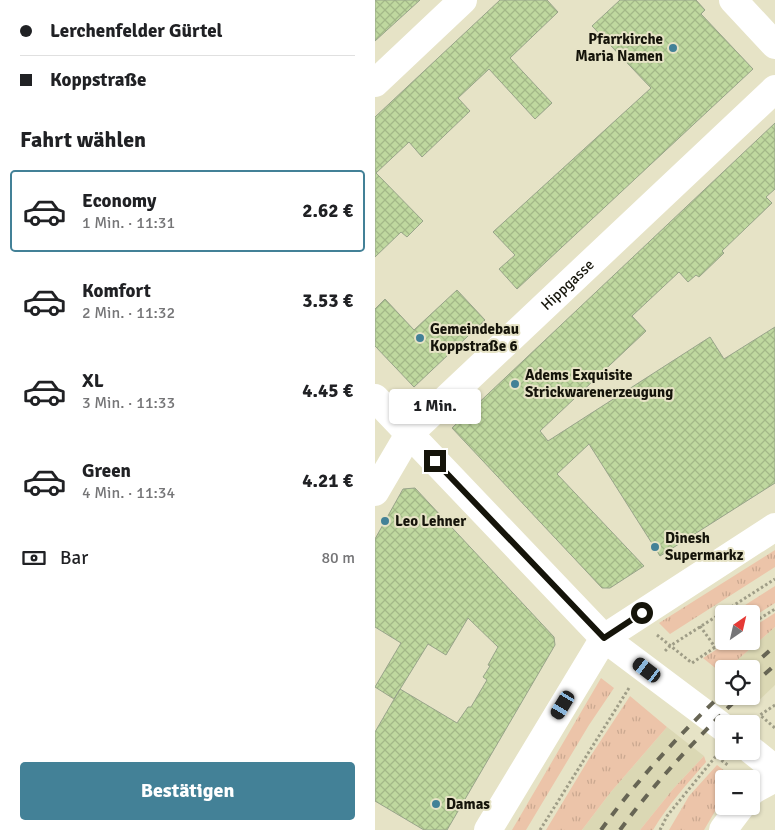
<!DOCTYPE html>
<html lang="de">
<meta charset="utf-8">
<style>
:root{--surface:#fff;--page:#f2f2f2;--text:#202124;--muted:#757577;--line:#e0e0e0;--accent:#438197}
body{margin:0;font-family:Signika,sans-serif;background:var(--page);color:var(--text);height:100vh;display:flex;flex-direction:column;font-size:19px;white-space:nowrap}
*{box-sizing:border-box;margin:0}
p{font-size:16px;color:var(--muted)}
.icon{flex:none;width:28px;height:28px;fill:none;stroke:currentColor;stroke-width:2;stroke-linecap:round;stroke-linejoin:round}
.map{position:relative;flex:1;overflow:hidden}
.panel{display:flex;flex-direction:column;background:var(--surface);width:375px}
.panel>*{flex:none}
.top-card{display:grid;align-content:center;height:110px;padding:0 20px;background:var(--surface)}
.needle{width:32px;rotate:34deg}
.controls{position:absolute;left:340px;top:605px;display:grid;gap:10px}
.controls a{display:grid;place-items:center;width:45px;height:45px;border-radius:5px;background:var(--surface);box-shadow:0 1px 4px #0004;font-size:25px}
.end{position:absolute;width:22px;height:22px;margin:-11px;border:6px solid #15140a;background:#fff;box-shadow:0 0 0 2px #fff}
.from{border-radius:50%}
.bubble{position:absolute;height:35px;border-radius:5px;background:var(--surface);box-shadow:0 1px 4px #0004;font-size:16px;font-weight:800;line-height:35px;text-align:center}
.car{position:absolute;width:15px;height:30px;margin:-15px -8px;border-radius:6px;box-shadow:0 0 4px 1px #0007;background:linear-gradient(#222 24%,#8ab4d8 0 40%,#222 0 76%,#8ab4d8 0 86%,#222 0)}
.top-card b{display:flex;align-items:center;gap:18px;height:48px;font-size:19px}
.top-card b+b{border-top:1px solid var(--line)}
.top-card i{width:12px;height:12px;background:var(--text)}
ul{padding:0;list-style:none}
li{display:flex;align-items:center;gap:15px;height:82px;margin:0 10px 8px;padding:0 10px;border:2px solid transparent;border-radius:5px}
li div{flex:1}
li b{display:block;font-size:19px}
li em{font-style:normal;font-weight:800}
li.active{border-color:var(--accent)}
li>.icon{width:45px;height:45px;stroke-width:1.5}
h2{padding:0 20px;font-size:22px;line-height:60px}
.pay{display:flex;align-items:center;gap:12px;height:55px;padding:0 20px;font-size:19px}
.pay p{margin-inline-start:auto}
.cta{display:flex;gap:10px;margin-top:auto;padding:10px 20px}
.cta a{flex:1;height:58px;border-radius:5px;background:var(--accent);color:#fff;font-size:20px;font-weight:800;line-height:58px;text-align:center}
main{display:flex;flex:1;min-height:0}
.map>svg:first-child{display:block}
.built{fill:#dbd8b4}
.grass{fill:url(#grass-tufts)}
.building{fill:url(#building-cross-hatch);stroke:#98a48a}
.lines{fill:none;stroke-linecap:round;stroke-linejoin:round}
.path{stroke:#9f9d87;stroke-width:3;stroke-dasharray:2.5 2.5;stroke-linecap:butt}
.minor{stroke:#fff;stroke-width:28}
.major{stroke:#fff;stroke-width:28}
.rail{stroke:#676554;stroke-width:4;stroke-dasharray:9 9;stroke-linecap:butt}
.route{stroke:#15140a;stroke-width:6}
.poi-dot{fill:#438197;stroke:#e6e3c6;stroke-width:2}
.labels{text-anchor:middle;stroke-width:4;stroke-linejoin:round;paint-order:stroke}
.poi-label{font-size:15px;font-weight:bold;fill:#15140a;stroke:#e6e3c6;text-anchor:start}
.street-label{font-size:15px;fill:#15140a;stroke:#e6e3c6}
</style>
<main>
<section class="panel">
<div class="top-card">
<b><i class="from"></i>Lerchenfelder Gürtel</b>
<b><i></i>Koppstraße</b>
</div>
<h2>Fahrt wählen</h2>
<ul>
<li class="active"><svg class="icon" aria-label="car" viewBox="0 0 24 24"><path d="M5 17H2v-5l4-1 3-4h7l3 4 3 1v5h-3M9 17h6M6 11h13"/><circle cx="7" cy="17" r="2"/><circle cx="17" cy="17" r="2"/></svg><div><b>Economy</b><p>1 Min. · 11:31</p></div><em>2.62 €</em></li>
<li><svg class="icon" aria-label="car" viewBox="0 0 24 24"><path d="M5 17H2v-5l4-1 3-4h7l3 4 3 1v5h-3M9 17h6M6 11h13"/><circle cx="7" cy="17" r="2"/><circle cx="17" cy="17" r="2"/></svg><div><b>Komfort</b><p>2 Min. · 11:32</p></div><em>3.53 €</em></li>
<li><svg class="icon" aria-label="car" viewBox="0 0 24 24"><path d="M5 17H2v-5l4-1 3-4h7l3 4 3 1v5h-3M9 17h6M6 11h13"/><circle cx="7" cy="17" r="2"/><circle cx="17" cy="17" r="2"/></svg><div><b>XL</b><p>3 Min. · 11:33</p></div><em>4.45 €</em></li>
<li><svg class="icon" aria-label="car" viewBox="0 0 24 24"><path d="M5 17H2v-5l4-1 3-4h7l3 4 3 1v5h-3M9 17h6M6 11h13"/><circle cx="7" cy="17" r="2"/><circle cx="17" cy="17" r="2"/></svg><div><b>Green</b><p>4 Min. · 11:34</p></div><em>4.21 €</em></li>
</ul>
<div class="pay"><svg class="icon" aria-label="cash" viewBox="0 0 24 24"><path d="M3 7h18v10H3z"/><circle cx="12" cy="12" r="2"/></svg>Bar<p>80 m</p></div>
<div class="cta"><a>Bestätigen</a></div>
</section>
<div class="map">
<svg width="400" height="830" viewBox="0 0 400 830">
<defs>
<pattern id="grass-tufts" width="24" height="20" patternUnits="userSpaceOnUse" patternTransform="scale(1.25)"><rect width="24" height="20" fill="#ecc4a9"/><path d="M3 7l-1-3M5 7V3M7 7l1-3M15 17l-1-3M17 17v-4M19 17l1-3" fill="none" stroke="#caa890"/></pattern>
<pattern id="building-cross-hatch" width="8" height="8" patternUnits="userSpaceOnUse" patternTransform="scale(1.25)"><rect width="8" height="8" fill="#bfd89f"/><path d="M0 0l8 8M0 8l8-8" fill="none" stroke="#a3b888"/></pattern>
</defs>
<rect width="100%" height="100%" fill="#e6e3c6"/>
<path class="built" d="M400 627V685L379 705 368 696H376V669H352Z
M292 727 329 756 298 789 265 830H207L235 793Z"/>
<path class="grass" d="M400 550V567L295 634 284 623Z
M400 586V603L376 618V614H356Z
M400 613V627L352 669H349V671L342 677 344 671 328 658 355 641H376V628Z
M226 678 239 688 214 725 151 830H137Z
M255 696 292 727 235 793 207 830H171L215 757Z
M329 756 331 762C312 784 293 805 278 830H265L298 789Z
M342 765 359 778 349 779V796L329 830H294L314 796Z"/>
<path class="building" d="M0 0H45L0 41Z
M125 0H172L183 12 135 58 177 103 160 119 114 69 83 98 95 111 47 157 34 142 1 173 48 221 32 237 26 232 0 257V117Z
M245 0H321L330 10 326 14 378 69 142 289 124 269 140 255 118 232 276 88 217 26Z
M400 123V189L391 197 397 203 347 251 349 253 324 277 321 275 313 282 304 272 257 316 271 331 165 431 173 441 335 337 349 359 400 327V483L285 556 214 444 182 474 269 566 235 588H227L77 428Z
M82 290 110 320 39 387 0 346V309L10 299 39 330Z
M40 488 179 637 180 645 72 830H49L0 801V732L25 689 82 723 93 707H96L112 680 108 677 115 666 113 665 123 647 93 618 71 655 53 644 19 699 0 687 26 643 0 627V539L28 489Z"/>
<g class="lines">
<path class="path" d="M376 624 400 609
M325 626 340 647
M282 635 317 663 349 641
M290 651 295 646 400 579
M400 705 385 715 400 728
M165 830 254 688
M285 830 292 816 341 756 354 766"/>
<g class="minor">
<path d="M358 0 400 45"/>
<path d="M0 83 88 0"/>
<path id="s1" d="M0 492 34 434 400 89"/>
</g>
<path class="major" d="M0 398 229 638 349 728
M376 750 400 769
M376 792 378 790 400 778
M113 830 229 638 400 527
M348 830 366 806"/>
<path class="rail" d="M374 669 400 646
M376 686 400 665
M226 830C262 780 304 735 349 692
M245 830C281 781 322 738 365 696"/>
</g>
<g class="lines">
<path class="route" d="M60 461 229 638 267 613"/>
</g>
<g class="poi-dot">
<circle cx="298" cy="48" r="5"/>
<circle cx="45" cy="338" r="5"/>
<circle cx="140" cy="384" r="5"/>
<circle cx="10" cy="521" r="5"/>
<circle cx="280" cy="547" r="5"/>
<circle cx="61" cy="804" r="5"/>
</g>
<g class="labels">
<g class="poi-label">
<text x="288" y="44" text-anchor="end">Pfarrkirche<tspan x="288" dy="17">Maria Namen</tspan></text>
<text x="55" y="334">Gemeindebau<tspan x="55" dy="17">Koppstraße 6</tspan></text>
<text x="150" y="380">Adems Exquisite<tspan x="150" dy="17">Strickwarenerzeugung</tspan></text>
<text x="20" y="526">Leo Lehner</text>
<text x="290" y="543">Dinesh<tspan x="290" dy="17">Supermarkz</tspan></text>
<text x="71" y="809">Damas</text>
</g>
<g class="street-label">
<text dy="5" stroke="none"><textPath href="#s1" startOffset="285">Hippgasse</textPath></text>
</g>
</g>
</svg>
<div class="controls">
<a><svg class="needle" viewBox="-14 -14 28 28"><path d="M0-13l5 13h-10z" fill="#e53935"/><path d="M0 13l5-13h-10z" fill="#757577"/></svg></a>
<a><svg class="icon" aria-label="locate" viewBox="0 0 24 24"><circle cx="12" cy="12" r="6"/><path d="M12 2v4M12 18v4M2 12h4M18 12h4"/></svg></a>
<a>+</a>
<a>−</a>
</div>
<i class="end from" style="left:267px;top:613px"></i>
<i class="end" style="left:60px;top:461px"></i>
<div class="bubble" style="left:14px;top:389px;width:92px">1 Min.</div>
<i class="car" style="left:272px;top:670px;rotate:307deg"></i>
<i class="car" style="left:188px;top:705px;rotate:211deg"></i>
</div>
</main>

*Your objective*. Scan the entries and show every line in which the word "needle" is found.

*Solution for this problem*.
.needle{width:32px;rotate:34deg}
<a><svg class="needle" viewBox="-14 -14 28 28"><path d="M0-13l5 13h-10z" fill="#e53935"/><path d="M0 13l5-13h-10z" fill="#757577"/></svg></a>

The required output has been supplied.